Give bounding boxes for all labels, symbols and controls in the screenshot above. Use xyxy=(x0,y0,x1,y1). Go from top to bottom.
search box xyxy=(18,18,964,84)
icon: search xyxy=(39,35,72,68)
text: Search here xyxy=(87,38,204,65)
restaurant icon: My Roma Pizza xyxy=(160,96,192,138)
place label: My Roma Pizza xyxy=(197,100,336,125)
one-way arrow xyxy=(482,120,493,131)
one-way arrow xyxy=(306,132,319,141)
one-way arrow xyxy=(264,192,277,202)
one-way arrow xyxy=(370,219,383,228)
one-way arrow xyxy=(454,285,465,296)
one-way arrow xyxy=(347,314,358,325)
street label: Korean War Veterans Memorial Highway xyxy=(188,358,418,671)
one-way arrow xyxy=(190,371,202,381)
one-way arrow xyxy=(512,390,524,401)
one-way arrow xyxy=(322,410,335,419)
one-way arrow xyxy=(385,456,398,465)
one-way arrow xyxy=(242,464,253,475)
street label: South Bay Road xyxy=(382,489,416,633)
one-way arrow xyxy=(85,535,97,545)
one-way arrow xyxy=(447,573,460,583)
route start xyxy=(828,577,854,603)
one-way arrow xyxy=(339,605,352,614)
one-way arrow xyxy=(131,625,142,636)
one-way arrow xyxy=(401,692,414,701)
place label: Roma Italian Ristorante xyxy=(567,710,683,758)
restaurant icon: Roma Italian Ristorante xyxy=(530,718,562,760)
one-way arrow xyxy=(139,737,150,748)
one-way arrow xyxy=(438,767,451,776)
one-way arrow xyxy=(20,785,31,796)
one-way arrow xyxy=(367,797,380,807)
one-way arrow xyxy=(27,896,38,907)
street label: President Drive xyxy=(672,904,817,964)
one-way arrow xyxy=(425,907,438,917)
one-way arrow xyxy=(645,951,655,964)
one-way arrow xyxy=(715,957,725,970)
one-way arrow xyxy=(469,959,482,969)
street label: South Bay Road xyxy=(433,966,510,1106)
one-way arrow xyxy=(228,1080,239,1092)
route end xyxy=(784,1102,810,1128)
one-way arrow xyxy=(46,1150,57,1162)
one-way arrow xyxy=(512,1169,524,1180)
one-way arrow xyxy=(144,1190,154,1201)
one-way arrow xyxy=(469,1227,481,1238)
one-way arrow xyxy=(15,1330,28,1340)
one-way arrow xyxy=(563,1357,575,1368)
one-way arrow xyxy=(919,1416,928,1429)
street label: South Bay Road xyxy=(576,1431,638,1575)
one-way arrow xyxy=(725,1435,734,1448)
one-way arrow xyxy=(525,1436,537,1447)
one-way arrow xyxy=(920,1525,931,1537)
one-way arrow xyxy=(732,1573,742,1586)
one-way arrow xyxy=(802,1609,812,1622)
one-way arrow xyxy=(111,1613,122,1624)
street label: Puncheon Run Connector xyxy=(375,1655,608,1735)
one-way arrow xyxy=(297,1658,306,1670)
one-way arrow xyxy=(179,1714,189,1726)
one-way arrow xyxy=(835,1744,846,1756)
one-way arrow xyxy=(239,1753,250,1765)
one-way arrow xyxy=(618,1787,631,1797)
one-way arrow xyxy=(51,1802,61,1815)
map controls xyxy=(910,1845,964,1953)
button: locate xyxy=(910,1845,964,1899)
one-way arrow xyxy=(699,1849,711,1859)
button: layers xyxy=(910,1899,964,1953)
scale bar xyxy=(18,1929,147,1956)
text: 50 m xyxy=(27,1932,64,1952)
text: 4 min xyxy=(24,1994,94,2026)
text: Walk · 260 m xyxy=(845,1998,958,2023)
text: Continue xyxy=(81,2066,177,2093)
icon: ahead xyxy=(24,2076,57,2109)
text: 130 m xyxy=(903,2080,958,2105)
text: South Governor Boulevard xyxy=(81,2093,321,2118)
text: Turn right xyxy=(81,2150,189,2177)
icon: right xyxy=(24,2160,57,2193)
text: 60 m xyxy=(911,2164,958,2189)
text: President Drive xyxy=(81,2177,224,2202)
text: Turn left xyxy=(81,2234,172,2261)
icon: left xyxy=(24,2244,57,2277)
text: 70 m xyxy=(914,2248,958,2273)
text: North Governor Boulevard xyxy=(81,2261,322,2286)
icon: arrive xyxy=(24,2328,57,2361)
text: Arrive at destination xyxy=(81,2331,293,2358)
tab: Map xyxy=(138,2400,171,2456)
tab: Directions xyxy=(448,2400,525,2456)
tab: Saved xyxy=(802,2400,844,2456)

..........

> **EXERCISE GOAL**
Would you please restate all of the entries exactly?

> **YOUR SOLUTION**
Give bounding boxes for all labels, symbols and controls in the screenshot above. Use xyxy=(x0,y0,x1,y1). Go from top to bottom.
search box xyxy=(18,18,964,84)
icon: search xyxy=(39,35,72,68)
text: Search here xyxy=(87,38,204,65)
restaurant icon: My Roma Pizza xyxy=(160,96,192,138)
place label: My Roma Pizza xyxy=(197,100,336,125)
one-way arrow xyxy=(482,120,493,131)
one-way arrow xyxy=(306,132,319,141)
one-way arrow xyxy=(264,192,277,202)
one-way arrow xyxy=(370,219,383,228)
one-way arrow xyxy=(454,285,465,296)
one-way arrow xyxy=(347,314,358,325)
street label: Korean War Veterans Memorial Highway xyxy=(188,358,418,671)
one-way arrow xyxy=(190,371,202,381)
one-way arrow xyxy=(512,390,524,401)
one-way arrow xyxy=(322,410,335,419)
one-way arrow xyxy=(385,456,398,465)
one-way arrow xyxy=(242,464,253,475)
street label: South Bay Road xyxy=(382,489,416,633)
one-way arrow xyxy=(85,535,97,545)
one-way arrow xyxy=(447,573,460,583)
route start xyxy=(828,577,854,603)
one-way arrow xyxy=(339,605,352,614)
one-way arrow xyxy=(131,625,142,636)
one-way arrow xyxy=(401,692,414,701)
place label: Roma Italian Ristorante xyxy=(567,710,683,758)
restaurant icon: Roma Italian Ristorante xyxy=(530,718,562,760)
one-way arrow xyxy=(139,737,150,748)
one-way arrow xyxy=(438,767,451,776)
one-way arrow xyxy=(20,785,31,796)
one-way arrow xyxy=(367,797,380,807)
one-way arrow xyxy=(27,896,38,907)
street label: President Drive xyxy=(672,904,817,964)
one-way arrow xyxy=(425,907,438,917)
one-way arrow xyxy=(645,951,655,964)
one-way arrow xyxy=(715,957,725,970)
one-way arrow xyxy=(469,959,482,969)
street label: South Bay Road xyxy=(433,966,510,1106)
one-way arrow xyxy=(228,1080,239,1092)
route end xyxy=(784,1102,810,1128)
one-way arrow xyxy=(46,1150,57,1162)
one-way arrow xyxy=(512,1169,524,1180)
one-way arrow xyxy=(144,1190,154,1201)
one-way arrow xyxy=(469,1227,481,1238)
one-way arrow xyxy=(15,1330,28,1340)
one-way arrow xyxy=(563,1357,575,1368)
one-way arrow xyxy=(919,1416,928,1429)
street label: South Bay Road xyxy=(576,1431,638,1575)
one-way arrow xyxy=(725,1435,734,1448)
one-way arrow xyxy=(525,1436,537,1447)
one-way arrow xyxy=(920,1525,931,1537)
one-way arrow xyxy=(732,1573,742,1586)
one-way arrow xyxy=(802,1609,812,1622)
one-way arrow xyxy=(111,1613,122,1624)
street label: Puncheon Run Connector xyxy=(375,1655,608,1735)
one-way arrow xyxy=(297,1658,306,1670)
one-way arrow xyxy=(179,1714,189,1726)
one-way arrow xyxy=(835,1744,846,1756)
one-way arrow xyxy=(239,1753,250,1765)
one-way arrow xyxy=(618,1787,631,1797)
one-way arrow xyxy=(51,1802,61,1815)
map controls xyxy=(910,1845,964,1953)
button: locate xyxy=(910,1845,964,1899)
one-way arrow xyxy=(699,1849,711,1859)
button: layers xyxy=(910,1899,964,1953)
scale bar xyxy=(18,1929,147,1956)
text: 50 m xyxy=(27,1932,64,1952)
text: 4 min xyxy=(24,1994,94,2026)
text: Walk · 260 m xyxy=(845,1998,958,2023)
text: Continue xyxy=(81,2066,177,2093)
icon: ahead xyxy=(24,2076,57,2109)
text: 130 m xyxy=(903,2080,958,2105)
text: South Governor Boulevard xyxy=(81,2093,321,2118)
text: Turn right xyxy=(81,2150,189,2177)
icon: right xyxy=(24,2160,57,2193)
text: 60 m xyxy=(911,2164,958,2189)
text: President Drive xyxy=(81,2177,224,2202)
text: Turn left xyxy=(81,2234,172,2261)
icon: left xyxy=(24,2244,57,2277)
text: 70 m xyxy=(914,2248,958,2273)
text: North Governor Boulevard xyxy=(81,2261,322,2286)
icon: arrive xyxy=(24,2328,57,2361)
text: Arrive at destination xyxy=(81,2331,293,2358)
tab: Map xyxy=(138,2400,171,2456)
tab: Directions xyxy=(448,2400,525,2456)
tab: Saved xyxy=(802,2400,844,2456)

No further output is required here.